§ EXERCISE GOAL: Only the count should appear in your answer: how many lines of the data below contain the word "canvas"?

§ RECORDS PROVIDED:
════════════════════

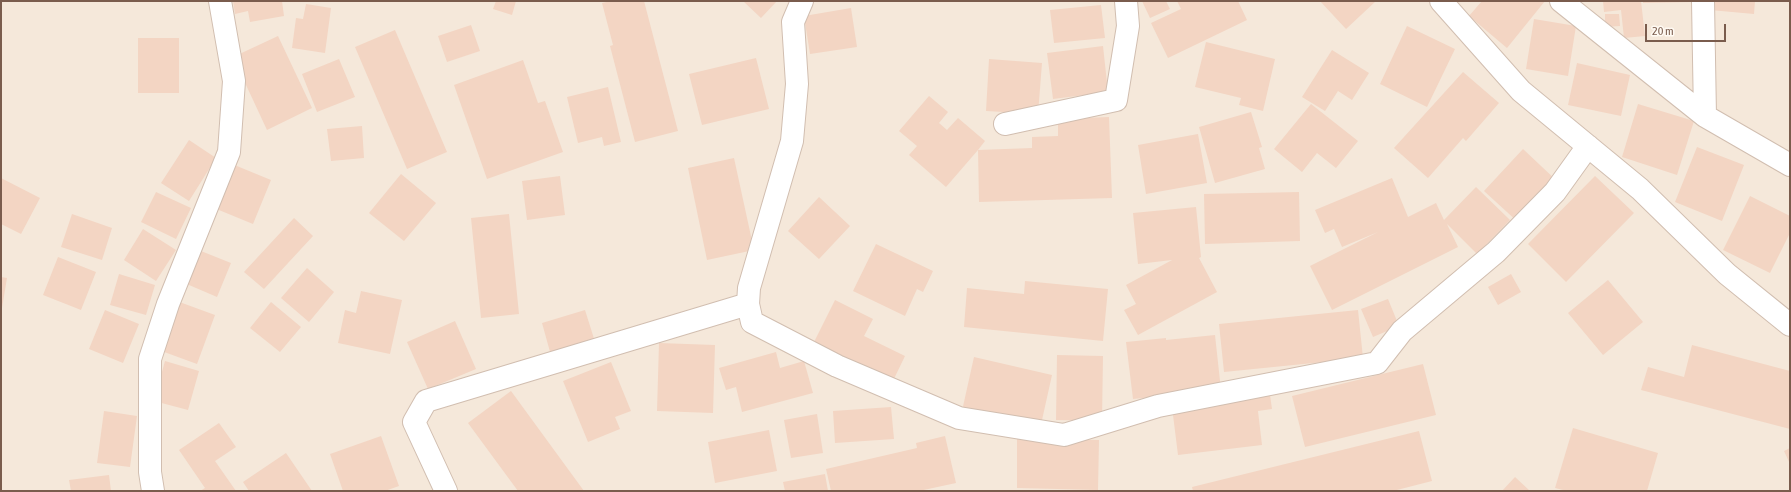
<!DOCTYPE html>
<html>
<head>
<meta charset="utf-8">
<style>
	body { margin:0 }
	#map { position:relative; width:1791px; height:492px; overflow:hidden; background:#fdf6ec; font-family:"Asap Condensed",sans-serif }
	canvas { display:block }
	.frame { position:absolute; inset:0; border:2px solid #7a5c4d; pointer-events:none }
	.scale { position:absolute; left:1645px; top:24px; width:81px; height:18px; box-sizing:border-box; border:2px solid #7a5c4d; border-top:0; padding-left:5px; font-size:12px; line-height:14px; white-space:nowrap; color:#7a5c4d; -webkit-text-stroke:3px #fffaf3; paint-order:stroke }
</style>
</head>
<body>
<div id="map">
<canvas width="1791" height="492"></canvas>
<div class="frame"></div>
<div class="scale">20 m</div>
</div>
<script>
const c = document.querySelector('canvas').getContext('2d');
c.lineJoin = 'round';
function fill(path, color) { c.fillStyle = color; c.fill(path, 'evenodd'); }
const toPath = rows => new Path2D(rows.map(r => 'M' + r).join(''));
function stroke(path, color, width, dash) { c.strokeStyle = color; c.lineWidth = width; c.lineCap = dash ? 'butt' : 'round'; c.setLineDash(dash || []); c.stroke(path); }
fill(toPath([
	[1,1,1790,1,1790,491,1,491]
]), '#f5e8da');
fill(toPath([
	[233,1,282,1,284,16,250,22,248,11,235,14],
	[496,1,516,1,512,15,493,9],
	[611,1,644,1,678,131,635,142,610,46,613,45,602,3],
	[743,1,777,1,761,18],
	[1142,1,1166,1,1170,9,1150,18],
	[1177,1,1238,1,1247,20,1168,58,1151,23,1181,9],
	[1320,1,1376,1,1346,29],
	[1482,1,1545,1,1507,48,1469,16],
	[1603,1,1641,1,1645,36,1624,38,1621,10,1604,12],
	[1643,1,1690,1,1690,2,1643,3],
	[1711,1,1755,1,1754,14,1710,10],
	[306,4,331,8,325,53,292,48,296,18,303,19],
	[1101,5,1105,38,1054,43,1050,10],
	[851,8,857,47,810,54,804,16],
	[1605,14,1619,14,1620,26,1605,27],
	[1534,19,1576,26,1568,76,1526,69],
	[471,25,480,51,447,62,438,36],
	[1407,26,1455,49,1427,107,1380,84],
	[395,30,447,152,407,169,355,47],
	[278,36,312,108,267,130,233,57],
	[138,38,179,38,179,93,138,93],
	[1206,42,1275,59,1263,111,1239,105,1241,98,1195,87],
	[1103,46,1108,92,1053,99,1047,53],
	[1332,50,1369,73,1352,100,1338,91,1325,111,1302,97],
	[756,58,769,109,702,125,689,74],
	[339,59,355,97,317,112,302,74],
	[989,59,1042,63,1038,114,986,111],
	[523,60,538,103,545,101,563,152,487,179,454,85],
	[1577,63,1630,75,1621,116,1568,105],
	[1463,72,1499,103,1466,141,1463,138,1428,178,1394,148],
	[608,87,621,142,604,146,602,137,578,143,567,97],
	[929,96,948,112,939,123,947,130,958,118,985,141,978,150,1032,148,1032,137,1058,136,1058,119,1109,117,1112,198,979,202,978,150,946,187,909,155,917,146,899,131],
	[1311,104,1358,141,1336,168,1317,153,1302,172,1274,149],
	[1638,104,1694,121,1677,175,1622,157],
	[1251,112,1262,147,1259,148,1265,169,1215,183,1199,127],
	[362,126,364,158,331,161,327,129],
	[1198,134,1207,183,1146,194,1138,145],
	[189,140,216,158,189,201,161,183],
	[1697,147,1744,165,1722,221,1675,202],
	[1523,149,1558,182,1519,223,1484,191],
	[734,158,754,250,707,260,688,168],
	[232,164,271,180,253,224,214,208],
	[401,174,436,203,404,241,369,213],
	[560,176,565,215,527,220,522,181],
	[1595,176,1634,213,1566,282,1528,244],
	[1,178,40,198,21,234,1,224],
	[1392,178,1408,217,1436,203,1444,220,1476,187,1510,220,1477,254,1447,224,1458,247,1332,310,1310,266,1378,232,1342,247,1334,229,1325,233,1315,210],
	[156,192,191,208,176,239,141,222],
	[1299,192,1300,241,1205,244,1204,194],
	[1750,196,1790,216,1790,233,1770,273,1723,250],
	[819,197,850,226,819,259,788,231],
	[1196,207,1201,257,1199,258,1217,292,1138,335,1124,310,1136,304,1126,285,1172,260,1138,264,1133,213],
	[72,214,112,228,102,260,61,247],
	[509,214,519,314,481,318,471,218],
	[294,218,313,236,264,289,244,272],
	[143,229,176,250,156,281,124,260],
	[876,244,933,271,923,292,917,289,905,316,853,291],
	[196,249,231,263,217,297,182,282],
	[58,257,96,272,81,310,43,295],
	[307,268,334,292,309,322,281,298],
	[119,274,155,285,146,315,110,305],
	[1511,274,1521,292,1498,305,1488,287],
	[1,277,7,278,2,308,1,308],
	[1608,280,1643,322,1603,355,1568,313],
	[1025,281,1108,289,1103,341,964,327,967,288,1024,294],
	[361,291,402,300,390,354,338,343,345,310,356,313],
	[1388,299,1399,326,1373,337,1361,309],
	[174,300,215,315,197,364,156,349],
	[835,300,873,319,864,336,905,356,891,385,812,346],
	[271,302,301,327,280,352,250,328],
	[105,310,139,324,123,363,89,349],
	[585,310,596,345,552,359,542,323],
	[1358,310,1363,358,1224,372,1219,324],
	[455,321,476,369,428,389,407,342],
	[1215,335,1221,390,1133,399,1126,342,1166,338,1166,340],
	[659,343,715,345,713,413,657,411],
	[1692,345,1790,371,1790,429,1641,390,1648,367,1684,377],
	[776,352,780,368,804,361,813,393,742,412,736,387,726,390,719,368],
	[1057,355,1103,356,1102,421,1056,420],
	[974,357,1052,375,1040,429,962,411],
	[165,361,199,371,188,410,154,401],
	[611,362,631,411,615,417,620,429,588,442,563,381],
	[1423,364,1436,415,1305,447,1292,396],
	[511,391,584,491,518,491,468,423],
	[1270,395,1272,409,1258,411,1262,445,1178,455,1172,407],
	[891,407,894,439,835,443,833,411],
	[104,411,137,416,130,467,97,463],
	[817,414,823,453,791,458,784,420],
	[219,423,236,447,215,461,236,491,200,491,205,488,179,450],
	[1573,428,1658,453,1647,491,1567,491,1555,488],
	[769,430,777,471,715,483,708,442],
	[1419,431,1432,481,1393,491,1193,491,1192,487],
	[381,436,399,486,385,491,343,491,330,454],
	[945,436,956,483,919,491,831,491,826,469,917,448,916,443],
	[1017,439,1099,440,1098,490,1017,488],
	[1790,448,1790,464,1784,451],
	[286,453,312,491,249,491,243,482],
	[825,474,828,491,785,491,783,482],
	[109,475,111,491,71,491,69,480],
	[1515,477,1530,491,1502,491]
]), '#f3d5c3');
const street = toPath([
	[1441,1,1521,91,1640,189,1727,274,1790,325],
	[1561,1,1705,116,1790,165],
	[1703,1,1705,116],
	[1005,124,1116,100,1128,26,1126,1],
	[748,304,752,322,837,366,959,418,1064,435,1158,406,1377,363,1402,331,1496,252,1555,192,1588,146],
	[153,491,150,472,150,359,168,304,229,152,234,81,220,1],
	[446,491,414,422,426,401,748,304,749,288,792,141,797,84,793,22,802,1]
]);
stroke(street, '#d1beb0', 24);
stroke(street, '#fff', 22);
</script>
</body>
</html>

════════════════════

§ ANSWER FOR THIS EXERCISE: 3